## What to do
The word to look for is "controls". Report every line of the entries below that has it.

Records drawn from a dataset:
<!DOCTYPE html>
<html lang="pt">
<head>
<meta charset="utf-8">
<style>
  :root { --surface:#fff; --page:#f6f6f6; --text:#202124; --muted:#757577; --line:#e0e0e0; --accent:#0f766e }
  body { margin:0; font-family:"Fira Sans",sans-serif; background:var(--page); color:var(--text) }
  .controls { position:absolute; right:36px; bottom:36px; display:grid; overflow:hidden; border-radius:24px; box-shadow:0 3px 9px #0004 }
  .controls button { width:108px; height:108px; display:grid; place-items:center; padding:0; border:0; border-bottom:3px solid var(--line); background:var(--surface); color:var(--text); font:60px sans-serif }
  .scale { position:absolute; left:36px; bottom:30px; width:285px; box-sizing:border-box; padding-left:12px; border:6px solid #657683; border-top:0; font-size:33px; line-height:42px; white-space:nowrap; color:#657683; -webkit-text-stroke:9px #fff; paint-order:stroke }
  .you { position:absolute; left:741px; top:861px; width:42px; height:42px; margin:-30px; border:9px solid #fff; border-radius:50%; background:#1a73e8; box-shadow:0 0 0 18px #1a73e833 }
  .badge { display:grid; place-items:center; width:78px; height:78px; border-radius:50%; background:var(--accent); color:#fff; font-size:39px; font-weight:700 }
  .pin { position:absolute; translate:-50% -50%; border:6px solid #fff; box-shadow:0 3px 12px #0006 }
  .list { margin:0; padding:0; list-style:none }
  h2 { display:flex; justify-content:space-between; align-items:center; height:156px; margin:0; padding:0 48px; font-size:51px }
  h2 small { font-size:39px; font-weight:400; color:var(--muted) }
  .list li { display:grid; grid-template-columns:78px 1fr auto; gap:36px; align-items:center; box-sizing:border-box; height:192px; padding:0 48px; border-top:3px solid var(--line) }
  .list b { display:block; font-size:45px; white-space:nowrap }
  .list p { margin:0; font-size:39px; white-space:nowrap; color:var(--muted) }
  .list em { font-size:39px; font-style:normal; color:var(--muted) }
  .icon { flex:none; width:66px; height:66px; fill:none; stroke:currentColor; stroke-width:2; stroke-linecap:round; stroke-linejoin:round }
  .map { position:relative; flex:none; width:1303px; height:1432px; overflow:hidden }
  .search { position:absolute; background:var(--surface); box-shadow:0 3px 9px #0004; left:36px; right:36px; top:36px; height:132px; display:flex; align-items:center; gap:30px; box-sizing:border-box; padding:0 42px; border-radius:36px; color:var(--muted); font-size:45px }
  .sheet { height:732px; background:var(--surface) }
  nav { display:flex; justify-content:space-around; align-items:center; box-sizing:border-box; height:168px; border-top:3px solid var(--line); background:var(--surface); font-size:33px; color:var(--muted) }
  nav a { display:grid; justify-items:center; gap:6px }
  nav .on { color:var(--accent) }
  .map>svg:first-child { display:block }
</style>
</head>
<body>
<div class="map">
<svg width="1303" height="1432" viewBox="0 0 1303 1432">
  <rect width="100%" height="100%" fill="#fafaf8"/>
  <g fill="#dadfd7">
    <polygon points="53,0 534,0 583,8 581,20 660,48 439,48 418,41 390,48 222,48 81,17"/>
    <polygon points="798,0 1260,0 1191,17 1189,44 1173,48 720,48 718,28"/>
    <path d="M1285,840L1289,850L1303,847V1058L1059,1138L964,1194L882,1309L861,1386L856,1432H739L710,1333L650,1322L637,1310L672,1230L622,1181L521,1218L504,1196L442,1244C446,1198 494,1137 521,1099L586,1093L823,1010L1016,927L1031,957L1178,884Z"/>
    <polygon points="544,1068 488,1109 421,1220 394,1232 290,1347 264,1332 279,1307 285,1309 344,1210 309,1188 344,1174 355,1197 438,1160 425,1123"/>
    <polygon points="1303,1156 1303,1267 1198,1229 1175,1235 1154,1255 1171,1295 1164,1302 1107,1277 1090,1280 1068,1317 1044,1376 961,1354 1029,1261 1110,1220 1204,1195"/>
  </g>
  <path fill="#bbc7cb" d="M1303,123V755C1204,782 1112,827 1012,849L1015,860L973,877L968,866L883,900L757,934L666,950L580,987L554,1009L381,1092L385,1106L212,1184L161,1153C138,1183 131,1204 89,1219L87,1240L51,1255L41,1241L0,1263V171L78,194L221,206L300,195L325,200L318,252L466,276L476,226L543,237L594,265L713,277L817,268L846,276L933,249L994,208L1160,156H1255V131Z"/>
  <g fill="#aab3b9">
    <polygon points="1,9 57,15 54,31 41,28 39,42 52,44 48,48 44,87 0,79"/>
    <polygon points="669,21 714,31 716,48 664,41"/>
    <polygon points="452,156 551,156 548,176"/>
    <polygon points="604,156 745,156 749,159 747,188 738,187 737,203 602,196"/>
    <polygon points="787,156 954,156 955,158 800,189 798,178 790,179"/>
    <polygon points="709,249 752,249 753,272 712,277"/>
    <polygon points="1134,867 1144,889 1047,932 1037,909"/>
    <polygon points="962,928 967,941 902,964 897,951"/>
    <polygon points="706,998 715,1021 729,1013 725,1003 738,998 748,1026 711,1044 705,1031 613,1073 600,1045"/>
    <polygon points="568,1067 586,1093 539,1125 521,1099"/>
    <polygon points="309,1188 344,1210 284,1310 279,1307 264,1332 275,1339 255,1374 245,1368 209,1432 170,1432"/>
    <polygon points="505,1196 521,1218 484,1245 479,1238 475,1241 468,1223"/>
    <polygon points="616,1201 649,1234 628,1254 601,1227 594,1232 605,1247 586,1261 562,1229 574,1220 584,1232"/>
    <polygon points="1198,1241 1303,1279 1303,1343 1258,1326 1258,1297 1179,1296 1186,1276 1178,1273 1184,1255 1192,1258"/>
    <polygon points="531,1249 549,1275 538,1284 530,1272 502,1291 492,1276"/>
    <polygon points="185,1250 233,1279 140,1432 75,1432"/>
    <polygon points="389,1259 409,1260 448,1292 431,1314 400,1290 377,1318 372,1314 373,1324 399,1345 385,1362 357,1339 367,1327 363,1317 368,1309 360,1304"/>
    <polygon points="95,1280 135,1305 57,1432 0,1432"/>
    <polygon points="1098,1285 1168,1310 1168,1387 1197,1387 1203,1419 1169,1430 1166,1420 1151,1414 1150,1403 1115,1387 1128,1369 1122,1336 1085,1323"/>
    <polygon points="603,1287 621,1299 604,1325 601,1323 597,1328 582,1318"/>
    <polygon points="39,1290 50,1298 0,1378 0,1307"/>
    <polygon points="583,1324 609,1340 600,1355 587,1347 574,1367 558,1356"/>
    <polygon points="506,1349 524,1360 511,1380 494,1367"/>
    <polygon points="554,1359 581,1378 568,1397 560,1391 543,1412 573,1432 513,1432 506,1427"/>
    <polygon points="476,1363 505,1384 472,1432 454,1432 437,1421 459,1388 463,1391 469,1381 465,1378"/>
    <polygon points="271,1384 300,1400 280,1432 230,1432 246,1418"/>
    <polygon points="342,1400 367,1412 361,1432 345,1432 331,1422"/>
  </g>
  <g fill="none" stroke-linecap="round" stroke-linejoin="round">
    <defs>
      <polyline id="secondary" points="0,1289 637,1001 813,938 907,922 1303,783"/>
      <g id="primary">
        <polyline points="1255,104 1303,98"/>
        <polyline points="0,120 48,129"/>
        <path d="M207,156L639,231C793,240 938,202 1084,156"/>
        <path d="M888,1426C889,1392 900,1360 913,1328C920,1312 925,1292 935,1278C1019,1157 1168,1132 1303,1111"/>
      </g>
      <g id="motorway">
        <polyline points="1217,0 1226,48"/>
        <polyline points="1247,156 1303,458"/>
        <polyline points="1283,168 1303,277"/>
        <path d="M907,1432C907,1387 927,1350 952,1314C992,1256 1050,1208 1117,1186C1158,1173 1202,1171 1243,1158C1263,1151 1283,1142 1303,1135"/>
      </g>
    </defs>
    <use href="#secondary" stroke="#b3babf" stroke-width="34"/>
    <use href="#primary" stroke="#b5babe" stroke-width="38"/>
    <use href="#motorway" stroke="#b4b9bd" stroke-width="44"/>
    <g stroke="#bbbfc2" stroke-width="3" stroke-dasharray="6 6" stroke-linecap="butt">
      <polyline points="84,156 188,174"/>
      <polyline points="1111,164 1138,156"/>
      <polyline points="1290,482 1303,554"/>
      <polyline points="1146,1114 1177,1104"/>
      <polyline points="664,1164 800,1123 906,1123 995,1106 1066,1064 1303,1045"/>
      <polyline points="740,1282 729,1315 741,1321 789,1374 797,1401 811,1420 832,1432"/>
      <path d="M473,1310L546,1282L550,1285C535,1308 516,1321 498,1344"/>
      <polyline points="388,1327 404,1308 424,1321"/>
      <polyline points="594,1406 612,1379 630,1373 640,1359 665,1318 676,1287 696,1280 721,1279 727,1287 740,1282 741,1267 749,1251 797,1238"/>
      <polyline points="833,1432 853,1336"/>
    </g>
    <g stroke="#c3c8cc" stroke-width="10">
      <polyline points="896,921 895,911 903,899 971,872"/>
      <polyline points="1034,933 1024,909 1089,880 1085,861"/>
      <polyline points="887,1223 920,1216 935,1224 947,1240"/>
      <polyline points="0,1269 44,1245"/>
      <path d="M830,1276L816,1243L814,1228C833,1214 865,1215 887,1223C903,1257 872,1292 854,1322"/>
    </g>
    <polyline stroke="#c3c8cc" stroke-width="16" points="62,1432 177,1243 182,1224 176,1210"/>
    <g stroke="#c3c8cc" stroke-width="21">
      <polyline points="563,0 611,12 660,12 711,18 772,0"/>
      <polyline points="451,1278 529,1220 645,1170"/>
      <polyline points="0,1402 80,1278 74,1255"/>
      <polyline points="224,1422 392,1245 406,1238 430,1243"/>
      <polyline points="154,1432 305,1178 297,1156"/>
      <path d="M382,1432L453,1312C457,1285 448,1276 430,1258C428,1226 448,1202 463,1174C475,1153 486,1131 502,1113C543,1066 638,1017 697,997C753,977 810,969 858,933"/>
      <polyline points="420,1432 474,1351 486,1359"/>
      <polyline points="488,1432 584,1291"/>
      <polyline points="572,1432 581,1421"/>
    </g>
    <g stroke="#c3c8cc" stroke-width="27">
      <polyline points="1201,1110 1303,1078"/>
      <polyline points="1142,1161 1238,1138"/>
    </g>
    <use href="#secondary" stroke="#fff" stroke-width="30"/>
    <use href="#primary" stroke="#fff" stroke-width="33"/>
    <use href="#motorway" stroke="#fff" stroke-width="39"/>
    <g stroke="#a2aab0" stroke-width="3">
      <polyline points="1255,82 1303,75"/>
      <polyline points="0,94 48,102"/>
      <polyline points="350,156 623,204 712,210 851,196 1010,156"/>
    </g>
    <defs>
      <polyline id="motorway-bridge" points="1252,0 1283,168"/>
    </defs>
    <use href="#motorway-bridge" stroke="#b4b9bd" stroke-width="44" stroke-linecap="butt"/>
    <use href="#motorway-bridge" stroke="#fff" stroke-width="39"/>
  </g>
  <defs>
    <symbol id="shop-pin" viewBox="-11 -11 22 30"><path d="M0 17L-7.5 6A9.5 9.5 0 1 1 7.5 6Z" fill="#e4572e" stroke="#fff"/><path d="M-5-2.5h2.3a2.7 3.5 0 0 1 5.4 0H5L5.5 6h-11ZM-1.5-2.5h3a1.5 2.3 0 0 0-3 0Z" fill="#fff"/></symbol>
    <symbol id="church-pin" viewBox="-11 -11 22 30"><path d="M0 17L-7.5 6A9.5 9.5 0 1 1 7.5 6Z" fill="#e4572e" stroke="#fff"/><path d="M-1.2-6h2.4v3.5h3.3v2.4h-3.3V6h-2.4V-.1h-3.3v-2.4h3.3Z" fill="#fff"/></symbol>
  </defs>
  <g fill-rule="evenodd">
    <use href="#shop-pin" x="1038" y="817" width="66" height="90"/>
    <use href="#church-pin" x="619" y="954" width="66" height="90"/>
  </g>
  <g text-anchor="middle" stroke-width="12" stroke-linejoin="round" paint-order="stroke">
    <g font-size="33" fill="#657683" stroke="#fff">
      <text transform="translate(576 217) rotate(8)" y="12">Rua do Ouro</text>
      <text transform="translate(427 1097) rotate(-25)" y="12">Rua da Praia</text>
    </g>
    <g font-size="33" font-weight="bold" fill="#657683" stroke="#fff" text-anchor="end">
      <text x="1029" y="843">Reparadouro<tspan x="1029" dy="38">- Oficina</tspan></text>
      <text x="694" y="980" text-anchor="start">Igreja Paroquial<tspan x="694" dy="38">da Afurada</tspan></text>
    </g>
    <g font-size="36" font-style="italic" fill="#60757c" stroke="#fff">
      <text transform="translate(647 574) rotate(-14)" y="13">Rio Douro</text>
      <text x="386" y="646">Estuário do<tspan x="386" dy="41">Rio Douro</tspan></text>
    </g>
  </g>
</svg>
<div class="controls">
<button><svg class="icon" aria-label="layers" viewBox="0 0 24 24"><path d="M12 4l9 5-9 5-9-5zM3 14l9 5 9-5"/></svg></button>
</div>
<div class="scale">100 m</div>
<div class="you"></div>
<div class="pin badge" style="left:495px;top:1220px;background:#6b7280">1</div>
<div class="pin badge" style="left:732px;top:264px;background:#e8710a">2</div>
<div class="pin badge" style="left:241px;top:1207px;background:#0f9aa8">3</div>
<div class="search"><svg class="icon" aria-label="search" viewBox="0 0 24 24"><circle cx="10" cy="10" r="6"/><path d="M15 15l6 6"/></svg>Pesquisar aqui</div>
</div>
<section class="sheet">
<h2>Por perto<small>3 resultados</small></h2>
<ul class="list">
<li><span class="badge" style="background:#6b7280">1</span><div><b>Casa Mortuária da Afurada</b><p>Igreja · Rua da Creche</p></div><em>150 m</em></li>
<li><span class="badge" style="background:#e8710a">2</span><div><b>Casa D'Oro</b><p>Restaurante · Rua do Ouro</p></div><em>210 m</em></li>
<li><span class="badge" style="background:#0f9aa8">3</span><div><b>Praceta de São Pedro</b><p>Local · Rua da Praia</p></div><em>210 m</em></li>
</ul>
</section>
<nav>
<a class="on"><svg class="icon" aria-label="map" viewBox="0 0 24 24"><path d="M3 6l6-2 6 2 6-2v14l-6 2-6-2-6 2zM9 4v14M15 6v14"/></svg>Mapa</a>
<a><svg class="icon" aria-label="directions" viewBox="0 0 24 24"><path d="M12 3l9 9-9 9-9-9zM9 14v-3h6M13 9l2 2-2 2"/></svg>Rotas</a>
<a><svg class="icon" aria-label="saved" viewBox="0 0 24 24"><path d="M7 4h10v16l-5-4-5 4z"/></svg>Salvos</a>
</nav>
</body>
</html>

## Solution for this task
  .controls { position:absolute; right:36px; bottom:36px; display:grid; overflow:hidden; border-radius:24px; box-shadow:0 3px 9px #0004 }
  .controls button { width:108px; height:108px; display:grid; place-items:center; padding:0; border:0; border-bottom:3px solid var(--line); background:var(--surface); color:var(--text); font:60px sans-serif }
<div class="controls">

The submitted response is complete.